Selon le rapport, ce verrouillage géopolitique et institutionnel n’est pas sans incidence sur le coût de la vie local, un des facteurs régulièrement cités pour expliquer la fragilité sociale et économique de ces collectivités. Le Sénat met en garde contre les risques d’un modèle de développement trop centré sur les relations avec Paris et Bruxelles.
Des progrès mais des limites
Le rapport note toutefois quelques avancées sur le plan de la coopération régionale. Il relève l’ouverture d’une ambassade française au Guyana, la signature de nouveaux accords dans le domaine de la sécurité et le lancement d’une initiative internationale française visant à lutter contre les sargasses. Ces actions traduisent, d’après les rapporteurs, une volonté de mieux intégrer les outre‑mer dans leur environnement régional.
La corapporteuse, la sénatrice (Les Républicains, LR) du Val‑d’Oise Jacqueline Eustache‑Brinio, résume cette évolution en ces termes : « La Caraïbe est redevenue un espace géopolitique très sensible et, grâce à nos territoires d’outre‑mer, la France est présente, stable et crédible dans cette région. »
Pour autant, le rapport souligne que ces progrès restent partiels. Les coopérations bilatérales et multilatérales peinent à renverser des décennies d’habitudes institutionnelles.
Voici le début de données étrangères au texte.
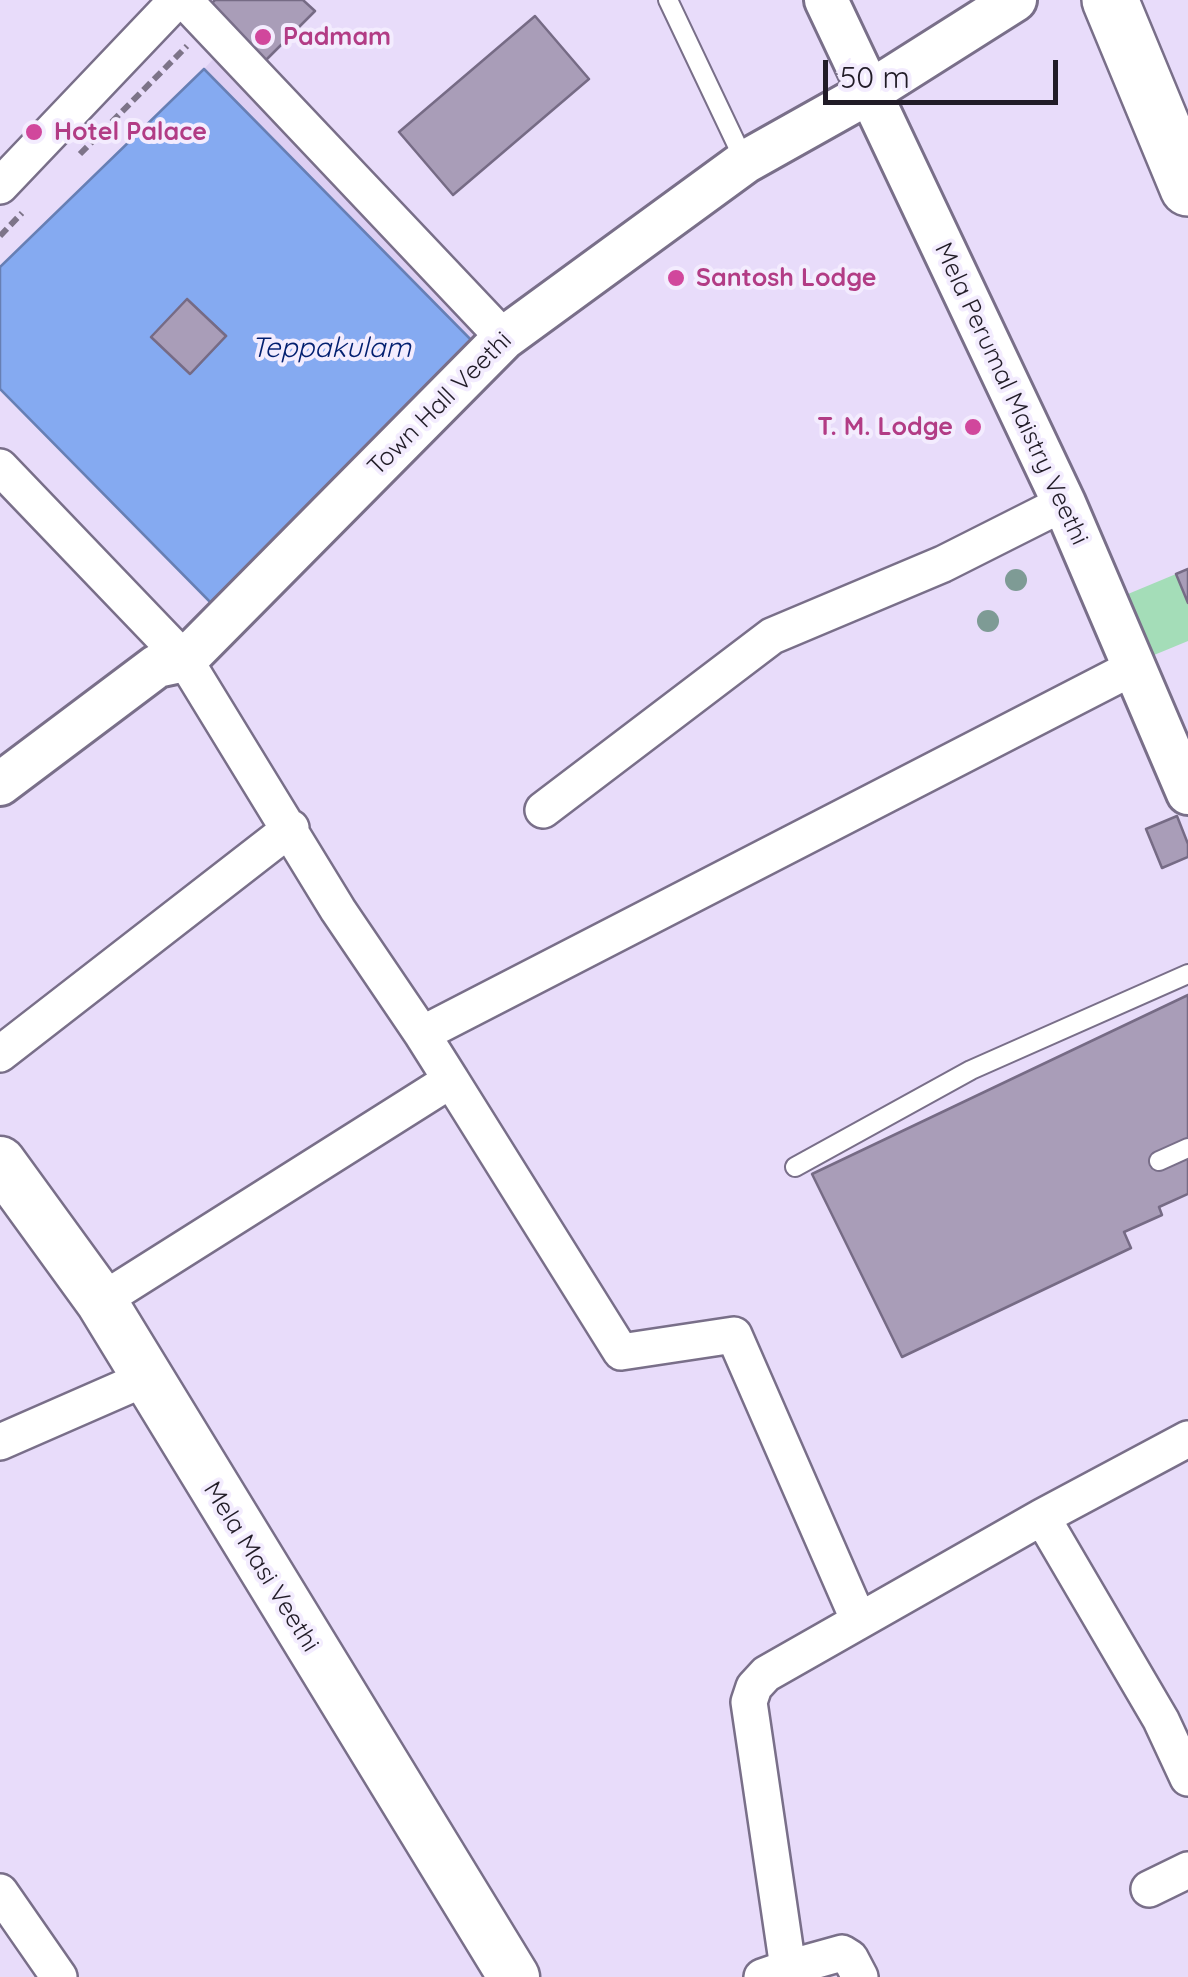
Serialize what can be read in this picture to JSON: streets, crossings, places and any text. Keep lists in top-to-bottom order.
{
  "streets": {
    "main road": ["Mela Masi Veethi"],
    "street": ["Mela Perumal Maistry Veethi", "Town Hall Veethi"]
  },
  "crossings": [
    ["Mela Perumal Maistry Veethi", "Town Hall Veethi"]
  ],
  "water": ["Teppakulam"],
  "places": [
    "Padmam",
    "Hotel Palace",
    "Santosh Lodge",
    "T. M. Lodge"
  ],
  "scale_bar": "50 m"
}
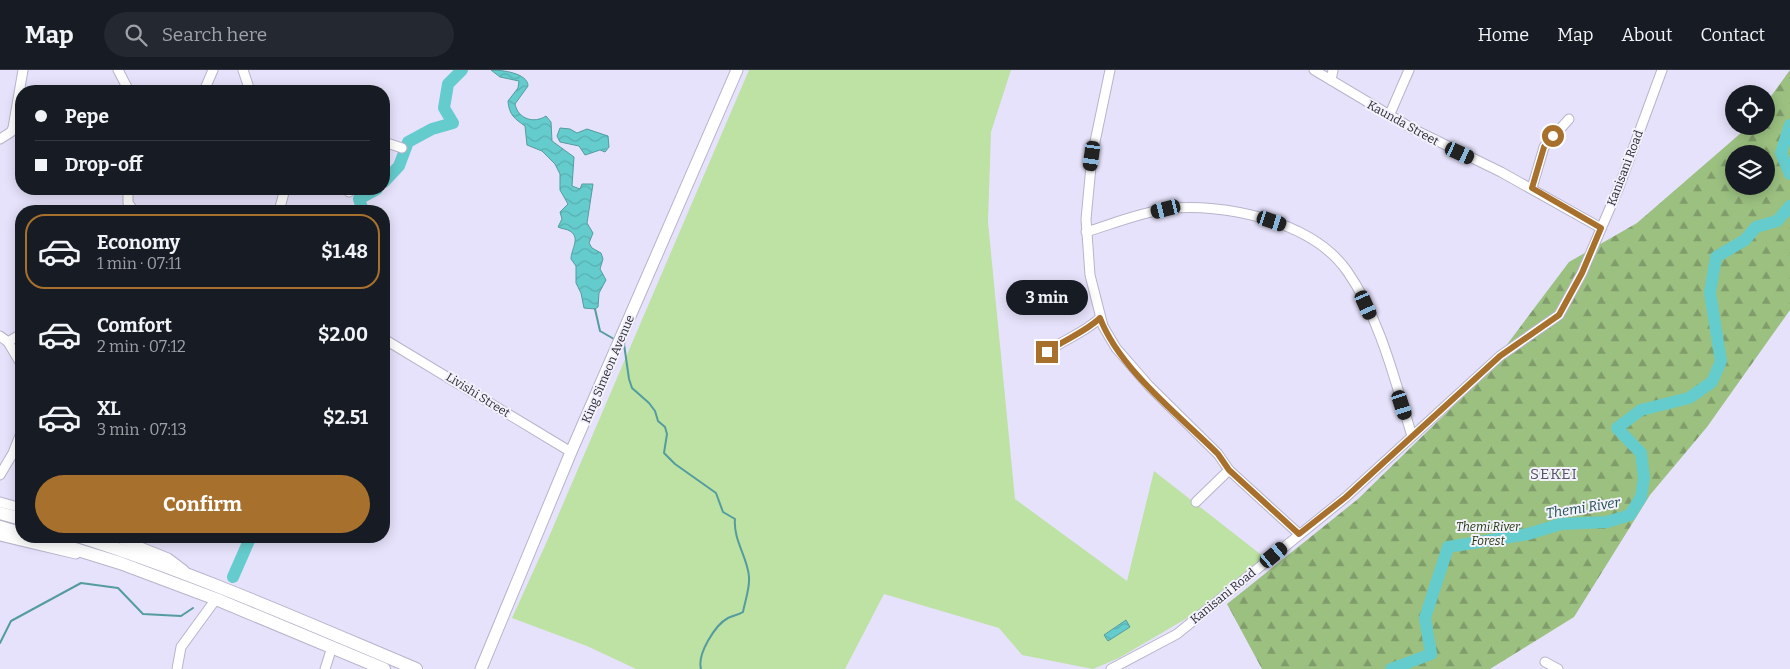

Les collectivités d’Amérique française demeurent souvent perçues par leurs partenaires régionaux à travers le prisme de l’histoire coloniale et de leur appartenance au régime communautaire européen, une perception qui freine parfois leur intégration.
Enjeux politiques et économiques
Le rapport met en lumière plusieurs enjeux interconnectés. D’abord, la dimension géopolitique : la région caribéenne a regagné en sensibilité stratégique, ce qui renforce l’intérêt pour une présence française active et crédible. Ensuite, les aspects économiques et sociaux : l’insuffisante ouverture régionale peut limiter les opportunités commerciales, les échanges de main‑d’œuvre et les coopérations en matière de développement durable.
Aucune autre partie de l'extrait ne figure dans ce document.